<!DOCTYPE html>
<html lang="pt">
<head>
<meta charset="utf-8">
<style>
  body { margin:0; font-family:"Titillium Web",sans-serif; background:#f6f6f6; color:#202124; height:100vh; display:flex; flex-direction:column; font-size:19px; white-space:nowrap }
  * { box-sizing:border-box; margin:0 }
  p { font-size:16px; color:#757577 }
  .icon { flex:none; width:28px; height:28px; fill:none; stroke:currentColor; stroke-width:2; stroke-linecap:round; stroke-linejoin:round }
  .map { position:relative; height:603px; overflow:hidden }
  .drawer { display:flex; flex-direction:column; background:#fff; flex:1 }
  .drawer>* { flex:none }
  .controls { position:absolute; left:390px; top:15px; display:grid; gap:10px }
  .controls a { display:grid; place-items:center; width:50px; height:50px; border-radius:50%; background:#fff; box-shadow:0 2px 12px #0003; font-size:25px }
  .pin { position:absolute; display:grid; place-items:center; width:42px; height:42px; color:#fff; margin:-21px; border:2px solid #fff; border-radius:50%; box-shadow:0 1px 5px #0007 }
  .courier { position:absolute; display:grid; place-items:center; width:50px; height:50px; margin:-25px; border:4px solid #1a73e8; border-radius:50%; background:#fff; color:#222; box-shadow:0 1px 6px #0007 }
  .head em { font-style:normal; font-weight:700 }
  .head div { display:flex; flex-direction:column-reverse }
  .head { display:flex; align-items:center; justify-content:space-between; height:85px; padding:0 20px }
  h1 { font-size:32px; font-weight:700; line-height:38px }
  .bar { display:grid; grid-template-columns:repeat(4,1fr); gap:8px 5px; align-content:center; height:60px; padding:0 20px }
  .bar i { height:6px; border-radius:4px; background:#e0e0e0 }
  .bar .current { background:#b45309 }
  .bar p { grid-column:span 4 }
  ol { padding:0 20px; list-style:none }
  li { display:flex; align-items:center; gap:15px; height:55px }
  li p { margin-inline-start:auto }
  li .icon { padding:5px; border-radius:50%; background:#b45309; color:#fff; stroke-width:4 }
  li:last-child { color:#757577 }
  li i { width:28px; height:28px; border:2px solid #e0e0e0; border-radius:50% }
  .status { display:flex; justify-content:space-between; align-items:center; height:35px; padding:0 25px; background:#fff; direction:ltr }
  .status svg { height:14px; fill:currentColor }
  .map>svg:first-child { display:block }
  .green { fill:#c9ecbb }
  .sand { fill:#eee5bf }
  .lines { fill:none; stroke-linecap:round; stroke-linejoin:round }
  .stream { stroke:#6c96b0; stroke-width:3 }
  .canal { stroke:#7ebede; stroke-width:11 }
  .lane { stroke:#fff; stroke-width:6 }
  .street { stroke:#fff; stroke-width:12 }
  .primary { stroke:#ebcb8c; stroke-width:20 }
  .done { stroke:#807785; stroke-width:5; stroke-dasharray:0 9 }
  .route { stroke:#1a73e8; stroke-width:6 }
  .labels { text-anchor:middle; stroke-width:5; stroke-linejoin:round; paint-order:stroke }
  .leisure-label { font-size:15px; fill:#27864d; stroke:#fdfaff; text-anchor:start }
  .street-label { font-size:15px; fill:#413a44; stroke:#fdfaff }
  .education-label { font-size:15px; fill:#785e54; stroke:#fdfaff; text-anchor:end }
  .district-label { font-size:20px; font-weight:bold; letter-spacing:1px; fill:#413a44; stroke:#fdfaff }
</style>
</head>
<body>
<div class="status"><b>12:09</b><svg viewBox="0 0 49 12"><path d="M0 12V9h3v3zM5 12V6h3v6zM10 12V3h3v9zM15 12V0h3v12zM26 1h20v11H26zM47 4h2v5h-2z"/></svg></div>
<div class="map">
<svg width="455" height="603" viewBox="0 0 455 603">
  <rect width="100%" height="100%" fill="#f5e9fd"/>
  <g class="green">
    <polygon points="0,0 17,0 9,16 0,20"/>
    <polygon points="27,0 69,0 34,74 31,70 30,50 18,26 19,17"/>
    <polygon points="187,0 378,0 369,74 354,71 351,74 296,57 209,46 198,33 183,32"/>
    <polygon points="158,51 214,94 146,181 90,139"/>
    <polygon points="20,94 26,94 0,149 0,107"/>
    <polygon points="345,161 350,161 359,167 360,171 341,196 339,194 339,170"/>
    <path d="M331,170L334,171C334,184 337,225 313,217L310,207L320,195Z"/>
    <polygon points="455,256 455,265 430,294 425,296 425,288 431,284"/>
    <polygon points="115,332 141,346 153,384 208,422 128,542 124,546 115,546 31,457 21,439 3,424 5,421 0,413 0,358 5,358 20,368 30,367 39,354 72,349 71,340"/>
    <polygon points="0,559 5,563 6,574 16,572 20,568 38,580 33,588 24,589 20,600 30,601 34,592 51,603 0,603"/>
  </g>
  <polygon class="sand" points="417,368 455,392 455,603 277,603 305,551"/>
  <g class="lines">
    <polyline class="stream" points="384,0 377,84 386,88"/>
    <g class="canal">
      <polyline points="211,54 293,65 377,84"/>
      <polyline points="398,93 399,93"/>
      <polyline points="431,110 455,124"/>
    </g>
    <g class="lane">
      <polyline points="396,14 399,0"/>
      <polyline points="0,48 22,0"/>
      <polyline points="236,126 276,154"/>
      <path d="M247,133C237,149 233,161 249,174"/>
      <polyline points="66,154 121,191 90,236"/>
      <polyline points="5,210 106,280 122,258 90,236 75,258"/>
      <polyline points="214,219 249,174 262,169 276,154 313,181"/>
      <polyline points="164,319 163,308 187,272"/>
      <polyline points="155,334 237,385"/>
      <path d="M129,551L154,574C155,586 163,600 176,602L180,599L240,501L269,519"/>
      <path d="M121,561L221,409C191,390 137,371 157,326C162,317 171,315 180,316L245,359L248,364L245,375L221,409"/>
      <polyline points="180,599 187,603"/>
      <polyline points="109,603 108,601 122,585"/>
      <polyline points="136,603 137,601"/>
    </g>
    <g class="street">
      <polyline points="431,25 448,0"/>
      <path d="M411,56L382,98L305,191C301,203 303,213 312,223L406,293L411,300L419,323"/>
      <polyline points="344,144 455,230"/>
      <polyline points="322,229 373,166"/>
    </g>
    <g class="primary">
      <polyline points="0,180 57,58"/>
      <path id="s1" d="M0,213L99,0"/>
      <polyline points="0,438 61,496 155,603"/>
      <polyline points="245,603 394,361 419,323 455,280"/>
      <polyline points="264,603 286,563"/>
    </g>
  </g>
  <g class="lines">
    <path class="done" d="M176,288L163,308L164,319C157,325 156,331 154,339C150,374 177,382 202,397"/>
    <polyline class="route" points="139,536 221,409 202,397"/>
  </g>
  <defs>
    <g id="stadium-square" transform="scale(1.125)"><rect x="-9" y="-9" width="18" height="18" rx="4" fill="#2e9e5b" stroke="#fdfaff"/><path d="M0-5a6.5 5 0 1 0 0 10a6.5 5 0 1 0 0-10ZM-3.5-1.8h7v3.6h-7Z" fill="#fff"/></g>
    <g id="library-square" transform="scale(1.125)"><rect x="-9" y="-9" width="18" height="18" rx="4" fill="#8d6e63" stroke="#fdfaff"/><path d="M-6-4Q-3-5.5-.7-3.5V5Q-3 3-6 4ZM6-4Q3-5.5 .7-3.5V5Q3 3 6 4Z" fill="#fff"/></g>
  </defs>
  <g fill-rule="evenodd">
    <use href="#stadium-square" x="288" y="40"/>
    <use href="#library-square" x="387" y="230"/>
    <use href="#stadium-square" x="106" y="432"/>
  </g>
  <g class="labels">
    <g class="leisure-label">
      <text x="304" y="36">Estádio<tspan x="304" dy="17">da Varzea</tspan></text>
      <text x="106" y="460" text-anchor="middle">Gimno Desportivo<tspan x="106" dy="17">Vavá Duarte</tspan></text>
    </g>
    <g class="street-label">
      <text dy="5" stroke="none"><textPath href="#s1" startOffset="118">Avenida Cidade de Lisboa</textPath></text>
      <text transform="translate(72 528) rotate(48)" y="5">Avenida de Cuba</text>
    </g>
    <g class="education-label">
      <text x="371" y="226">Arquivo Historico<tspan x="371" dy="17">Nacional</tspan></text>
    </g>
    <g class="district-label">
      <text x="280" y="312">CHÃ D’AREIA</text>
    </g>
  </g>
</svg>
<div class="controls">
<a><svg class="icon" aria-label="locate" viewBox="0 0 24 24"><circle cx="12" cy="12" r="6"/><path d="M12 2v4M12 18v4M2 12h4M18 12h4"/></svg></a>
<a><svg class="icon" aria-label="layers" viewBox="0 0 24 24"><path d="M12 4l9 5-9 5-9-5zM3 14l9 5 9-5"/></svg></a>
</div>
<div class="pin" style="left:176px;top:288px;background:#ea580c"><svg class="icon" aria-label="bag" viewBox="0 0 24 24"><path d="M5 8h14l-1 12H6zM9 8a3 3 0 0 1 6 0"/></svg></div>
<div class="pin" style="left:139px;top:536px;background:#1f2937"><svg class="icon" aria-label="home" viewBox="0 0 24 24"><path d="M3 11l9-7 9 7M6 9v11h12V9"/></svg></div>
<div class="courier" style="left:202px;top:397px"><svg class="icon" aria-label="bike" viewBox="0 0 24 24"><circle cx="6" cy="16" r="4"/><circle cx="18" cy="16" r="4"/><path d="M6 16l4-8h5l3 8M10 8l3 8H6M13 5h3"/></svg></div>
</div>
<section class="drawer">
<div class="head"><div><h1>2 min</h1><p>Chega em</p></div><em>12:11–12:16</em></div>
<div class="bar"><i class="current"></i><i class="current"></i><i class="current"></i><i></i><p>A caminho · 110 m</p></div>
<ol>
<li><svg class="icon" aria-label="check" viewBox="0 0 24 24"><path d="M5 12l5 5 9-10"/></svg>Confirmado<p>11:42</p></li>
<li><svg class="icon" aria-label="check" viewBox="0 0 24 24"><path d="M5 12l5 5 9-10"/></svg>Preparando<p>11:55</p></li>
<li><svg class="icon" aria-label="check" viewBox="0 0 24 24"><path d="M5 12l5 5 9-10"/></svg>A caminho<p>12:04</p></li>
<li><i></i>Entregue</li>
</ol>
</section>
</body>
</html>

────────────────

» Exercise description:
Going through the entries above, show each line that contains "middle".

» Task result:
  .labels { text-anchor:middle; stroke-width:5; stroke-linejoin:round; paint-order:stroke }
      <text x="106" y="460" text-anchor="middle">Gimno Desportivo<tspan x="106" dy="17">Vavá Duarte</tspan></text>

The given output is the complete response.